Exercise description |
Tally up the lines below that include the word "water". Answer with the number alone.
*** Record excerpts ***
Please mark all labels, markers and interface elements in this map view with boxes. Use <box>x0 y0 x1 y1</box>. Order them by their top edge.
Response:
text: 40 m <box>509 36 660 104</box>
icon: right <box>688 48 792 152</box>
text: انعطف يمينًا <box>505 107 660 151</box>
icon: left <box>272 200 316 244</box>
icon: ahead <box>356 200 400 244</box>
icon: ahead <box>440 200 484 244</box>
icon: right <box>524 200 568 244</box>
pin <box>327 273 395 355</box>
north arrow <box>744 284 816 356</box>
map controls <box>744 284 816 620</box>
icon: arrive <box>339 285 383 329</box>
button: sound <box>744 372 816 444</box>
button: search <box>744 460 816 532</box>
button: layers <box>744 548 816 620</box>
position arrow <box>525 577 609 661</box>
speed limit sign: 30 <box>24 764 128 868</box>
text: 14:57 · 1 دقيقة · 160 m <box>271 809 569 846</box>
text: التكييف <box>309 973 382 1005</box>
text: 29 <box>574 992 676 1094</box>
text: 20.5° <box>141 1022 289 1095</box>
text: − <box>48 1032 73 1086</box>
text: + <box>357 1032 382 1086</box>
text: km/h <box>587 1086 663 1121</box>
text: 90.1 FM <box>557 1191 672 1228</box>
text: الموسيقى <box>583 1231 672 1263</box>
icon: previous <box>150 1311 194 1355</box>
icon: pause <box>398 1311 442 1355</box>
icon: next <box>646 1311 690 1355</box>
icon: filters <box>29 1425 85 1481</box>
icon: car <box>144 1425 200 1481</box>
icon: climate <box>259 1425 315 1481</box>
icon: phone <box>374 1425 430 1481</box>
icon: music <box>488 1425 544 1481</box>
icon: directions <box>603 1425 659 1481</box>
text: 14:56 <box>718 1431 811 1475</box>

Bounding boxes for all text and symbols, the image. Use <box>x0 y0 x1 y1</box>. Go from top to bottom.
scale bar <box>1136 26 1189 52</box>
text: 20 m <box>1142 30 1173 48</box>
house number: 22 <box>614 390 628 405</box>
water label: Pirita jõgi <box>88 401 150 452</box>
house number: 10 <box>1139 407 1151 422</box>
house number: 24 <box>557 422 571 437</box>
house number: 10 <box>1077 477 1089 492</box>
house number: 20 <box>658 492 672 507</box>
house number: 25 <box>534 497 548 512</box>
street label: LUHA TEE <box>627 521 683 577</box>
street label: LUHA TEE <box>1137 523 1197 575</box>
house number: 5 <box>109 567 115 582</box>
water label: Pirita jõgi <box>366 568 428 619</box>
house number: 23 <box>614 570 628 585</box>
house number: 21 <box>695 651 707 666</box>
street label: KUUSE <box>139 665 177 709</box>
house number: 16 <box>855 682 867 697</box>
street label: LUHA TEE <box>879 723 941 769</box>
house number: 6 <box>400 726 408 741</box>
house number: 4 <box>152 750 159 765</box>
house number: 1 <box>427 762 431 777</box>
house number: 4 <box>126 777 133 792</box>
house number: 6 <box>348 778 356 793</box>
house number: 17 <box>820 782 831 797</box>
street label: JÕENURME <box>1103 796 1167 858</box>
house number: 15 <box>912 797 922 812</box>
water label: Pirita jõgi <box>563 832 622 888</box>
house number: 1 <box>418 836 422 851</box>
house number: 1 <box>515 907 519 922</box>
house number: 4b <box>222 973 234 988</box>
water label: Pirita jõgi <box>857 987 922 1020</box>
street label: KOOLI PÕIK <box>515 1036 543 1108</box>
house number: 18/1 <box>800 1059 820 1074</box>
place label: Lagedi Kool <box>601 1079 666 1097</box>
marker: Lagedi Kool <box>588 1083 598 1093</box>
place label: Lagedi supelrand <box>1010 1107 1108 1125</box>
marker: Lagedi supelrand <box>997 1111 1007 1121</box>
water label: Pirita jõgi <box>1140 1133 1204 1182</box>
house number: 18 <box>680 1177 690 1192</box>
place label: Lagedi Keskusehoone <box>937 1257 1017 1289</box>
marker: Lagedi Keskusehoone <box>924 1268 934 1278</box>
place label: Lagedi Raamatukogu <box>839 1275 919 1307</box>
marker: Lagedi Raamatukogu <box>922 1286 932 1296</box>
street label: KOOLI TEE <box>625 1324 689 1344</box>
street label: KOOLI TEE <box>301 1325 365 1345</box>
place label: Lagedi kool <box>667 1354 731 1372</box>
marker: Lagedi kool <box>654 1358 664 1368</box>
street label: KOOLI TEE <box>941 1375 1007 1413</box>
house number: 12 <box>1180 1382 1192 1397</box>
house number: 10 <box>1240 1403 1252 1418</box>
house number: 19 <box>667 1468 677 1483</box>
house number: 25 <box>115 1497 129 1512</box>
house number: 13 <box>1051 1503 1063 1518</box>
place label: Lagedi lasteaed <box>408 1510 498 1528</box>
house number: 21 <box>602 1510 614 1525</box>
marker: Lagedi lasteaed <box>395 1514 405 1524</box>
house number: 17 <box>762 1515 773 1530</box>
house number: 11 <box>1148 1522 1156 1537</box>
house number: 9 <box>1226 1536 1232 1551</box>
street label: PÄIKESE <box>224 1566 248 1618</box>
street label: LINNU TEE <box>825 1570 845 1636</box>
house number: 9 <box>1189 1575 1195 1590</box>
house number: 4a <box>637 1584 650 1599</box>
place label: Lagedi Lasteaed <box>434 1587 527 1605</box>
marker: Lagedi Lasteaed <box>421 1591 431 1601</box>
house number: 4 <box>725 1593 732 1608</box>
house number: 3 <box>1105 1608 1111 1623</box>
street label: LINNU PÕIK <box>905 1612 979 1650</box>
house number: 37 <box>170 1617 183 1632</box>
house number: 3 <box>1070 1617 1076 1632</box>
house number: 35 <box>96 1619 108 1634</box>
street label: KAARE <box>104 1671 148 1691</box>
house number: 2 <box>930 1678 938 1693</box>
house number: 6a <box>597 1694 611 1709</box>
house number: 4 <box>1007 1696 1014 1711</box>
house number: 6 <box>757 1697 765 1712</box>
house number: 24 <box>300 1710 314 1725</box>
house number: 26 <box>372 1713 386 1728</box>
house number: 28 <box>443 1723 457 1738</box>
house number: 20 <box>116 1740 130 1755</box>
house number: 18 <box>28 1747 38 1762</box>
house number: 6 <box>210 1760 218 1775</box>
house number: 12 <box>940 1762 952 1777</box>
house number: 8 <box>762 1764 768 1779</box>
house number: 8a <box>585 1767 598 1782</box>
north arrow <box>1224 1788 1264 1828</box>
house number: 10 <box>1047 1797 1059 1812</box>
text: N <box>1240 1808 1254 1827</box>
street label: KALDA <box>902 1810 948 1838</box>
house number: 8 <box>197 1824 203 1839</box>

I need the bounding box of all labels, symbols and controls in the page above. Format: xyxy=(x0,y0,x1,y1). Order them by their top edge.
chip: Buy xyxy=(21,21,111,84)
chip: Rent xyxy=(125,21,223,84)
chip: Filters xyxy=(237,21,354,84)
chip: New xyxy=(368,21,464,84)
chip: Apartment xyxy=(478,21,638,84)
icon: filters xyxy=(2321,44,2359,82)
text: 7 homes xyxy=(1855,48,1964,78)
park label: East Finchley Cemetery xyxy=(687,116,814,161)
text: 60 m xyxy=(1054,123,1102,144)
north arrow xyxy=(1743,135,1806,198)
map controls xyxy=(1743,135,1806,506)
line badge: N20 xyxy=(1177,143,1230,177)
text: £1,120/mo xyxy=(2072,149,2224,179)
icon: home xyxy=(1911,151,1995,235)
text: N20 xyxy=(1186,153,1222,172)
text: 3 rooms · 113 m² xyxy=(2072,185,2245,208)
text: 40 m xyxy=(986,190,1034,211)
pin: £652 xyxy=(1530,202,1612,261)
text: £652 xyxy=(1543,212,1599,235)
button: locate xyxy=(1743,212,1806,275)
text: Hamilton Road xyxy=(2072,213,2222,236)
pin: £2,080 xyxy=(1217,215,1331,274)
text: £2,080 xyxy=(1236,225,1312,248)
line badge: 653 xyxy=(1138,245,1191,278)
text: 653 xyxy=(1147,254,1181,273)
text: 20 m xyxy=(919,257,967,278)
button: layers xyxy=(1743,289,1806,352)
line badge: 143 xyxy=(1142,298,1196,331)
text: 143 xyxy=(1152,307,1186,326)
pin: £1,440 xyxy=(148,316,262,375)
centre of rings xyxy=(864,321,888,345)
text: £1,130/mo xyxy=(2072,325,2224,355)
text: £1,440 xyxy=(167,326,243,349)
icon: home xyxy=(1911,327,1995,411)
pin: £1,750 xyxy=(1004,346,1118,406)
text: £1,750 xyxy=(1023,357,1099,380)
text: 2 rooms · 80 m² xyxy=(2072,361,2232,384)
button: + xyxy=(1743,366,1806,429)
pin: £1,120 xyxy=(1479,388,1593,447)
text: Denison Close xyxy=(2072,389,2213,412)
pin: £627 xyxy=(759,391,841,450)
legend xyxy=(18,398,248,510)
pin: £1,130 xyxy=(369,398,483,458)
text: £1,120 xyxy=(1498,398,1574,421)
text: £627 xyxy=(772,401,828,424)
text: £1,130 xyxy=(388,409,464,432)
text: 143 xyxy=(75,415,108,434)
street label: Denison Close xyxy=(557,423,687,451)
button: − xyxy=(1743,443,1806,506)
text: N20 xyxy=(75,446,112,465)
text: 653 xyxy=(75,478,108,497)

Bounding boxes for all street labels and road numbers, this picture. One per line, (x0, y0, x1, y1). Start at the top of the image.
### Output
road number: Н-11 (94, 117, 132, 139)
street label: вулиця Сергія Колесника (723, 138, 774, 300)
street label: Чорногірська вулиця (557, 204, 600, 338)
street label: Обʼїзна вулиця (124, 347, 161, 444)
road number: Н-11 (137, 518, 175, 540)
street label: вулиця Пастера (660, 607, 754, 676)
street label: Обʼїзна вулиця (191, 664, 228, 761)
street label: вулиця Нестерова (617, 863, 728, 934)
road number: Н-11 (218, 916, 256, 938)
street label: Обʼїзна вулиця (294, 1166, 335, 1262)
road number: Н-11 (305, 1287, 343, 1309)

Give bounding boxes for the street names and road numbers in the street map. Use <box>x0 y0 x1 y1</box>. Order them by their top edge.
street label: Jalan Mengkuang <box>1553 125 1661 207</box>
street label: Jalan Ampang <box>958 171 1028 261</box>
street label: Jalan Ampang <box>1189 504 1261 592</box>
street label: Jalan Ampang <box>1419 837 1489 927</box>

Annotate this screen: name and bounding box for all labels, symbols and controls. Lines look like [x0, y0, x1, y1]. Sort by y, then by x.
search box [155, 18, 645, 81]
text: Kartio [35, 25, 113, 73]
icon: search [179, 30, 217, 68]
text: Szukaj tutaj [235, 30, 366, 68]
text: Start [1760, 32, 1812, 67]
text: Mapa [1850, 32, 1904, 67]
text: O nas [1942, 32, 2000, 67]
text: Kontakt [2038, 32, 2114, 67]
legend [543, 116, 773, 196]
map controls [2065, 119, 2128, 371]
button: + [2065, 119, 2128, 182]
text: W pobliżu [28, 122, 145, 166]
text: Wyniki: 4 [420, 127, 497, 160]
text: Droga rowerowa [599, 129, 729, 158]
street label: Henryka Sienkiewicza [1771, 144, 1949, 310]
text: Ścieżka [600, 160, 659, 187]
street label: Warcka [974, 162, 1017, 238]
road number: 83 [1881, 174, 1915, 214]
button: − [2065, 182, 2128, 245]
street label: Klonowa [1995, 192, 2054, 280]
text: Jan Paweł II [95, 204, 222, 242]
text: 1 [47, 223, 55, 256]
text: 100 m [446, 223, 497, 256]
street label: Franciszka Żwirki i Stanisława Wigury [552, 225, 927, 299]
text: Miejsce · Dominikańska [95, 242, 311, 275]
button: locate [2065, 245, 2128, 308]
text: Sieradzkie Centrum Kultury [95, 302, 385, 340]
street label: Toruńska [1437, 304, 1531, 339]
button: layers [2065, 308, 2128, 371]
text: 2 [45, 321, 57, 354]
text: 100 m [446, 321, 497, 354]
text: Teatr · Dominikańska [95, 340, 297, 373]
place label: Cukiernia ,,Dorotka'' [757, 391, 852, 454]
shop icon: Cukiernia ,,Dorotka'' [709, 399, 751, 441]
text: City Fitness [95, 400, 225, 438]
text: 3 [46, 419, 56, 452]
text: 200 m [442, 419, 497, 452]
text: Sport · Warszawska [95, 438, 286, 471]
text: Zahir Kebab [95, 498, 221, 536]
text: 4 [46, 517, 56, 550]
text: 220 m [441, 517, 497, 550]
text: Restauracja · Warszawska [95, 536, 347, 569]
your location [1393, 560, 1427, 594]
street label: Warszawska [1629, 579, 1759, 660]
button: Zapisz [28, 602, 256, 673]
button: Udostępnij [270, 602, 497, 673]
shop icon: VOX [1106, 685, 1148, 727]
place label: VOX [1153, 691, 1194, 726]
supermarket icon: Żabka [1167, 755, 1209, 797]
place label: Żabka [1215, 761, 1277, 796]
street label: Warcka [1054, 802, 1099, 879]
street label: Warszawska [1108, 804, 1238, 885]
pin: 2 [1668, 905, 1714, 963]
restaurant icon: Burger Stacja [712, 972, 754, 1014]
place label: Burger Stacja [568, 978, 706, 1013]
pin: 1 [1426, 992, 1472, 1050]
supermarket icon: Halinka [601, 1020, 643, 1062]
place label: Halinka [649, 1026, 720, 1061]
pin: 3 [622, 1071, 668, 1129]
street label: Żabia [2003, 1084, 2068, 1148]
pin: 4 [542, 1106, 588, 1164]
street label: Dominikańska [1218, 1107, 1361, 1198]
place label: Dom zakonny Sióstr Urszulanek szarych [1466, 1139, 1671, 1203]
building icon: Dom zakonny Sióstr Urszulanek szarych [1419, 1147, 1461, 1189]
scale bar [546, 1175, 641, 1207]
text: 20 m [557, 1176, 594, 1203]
*** End of Record excerpts ***
Finished exercise |
5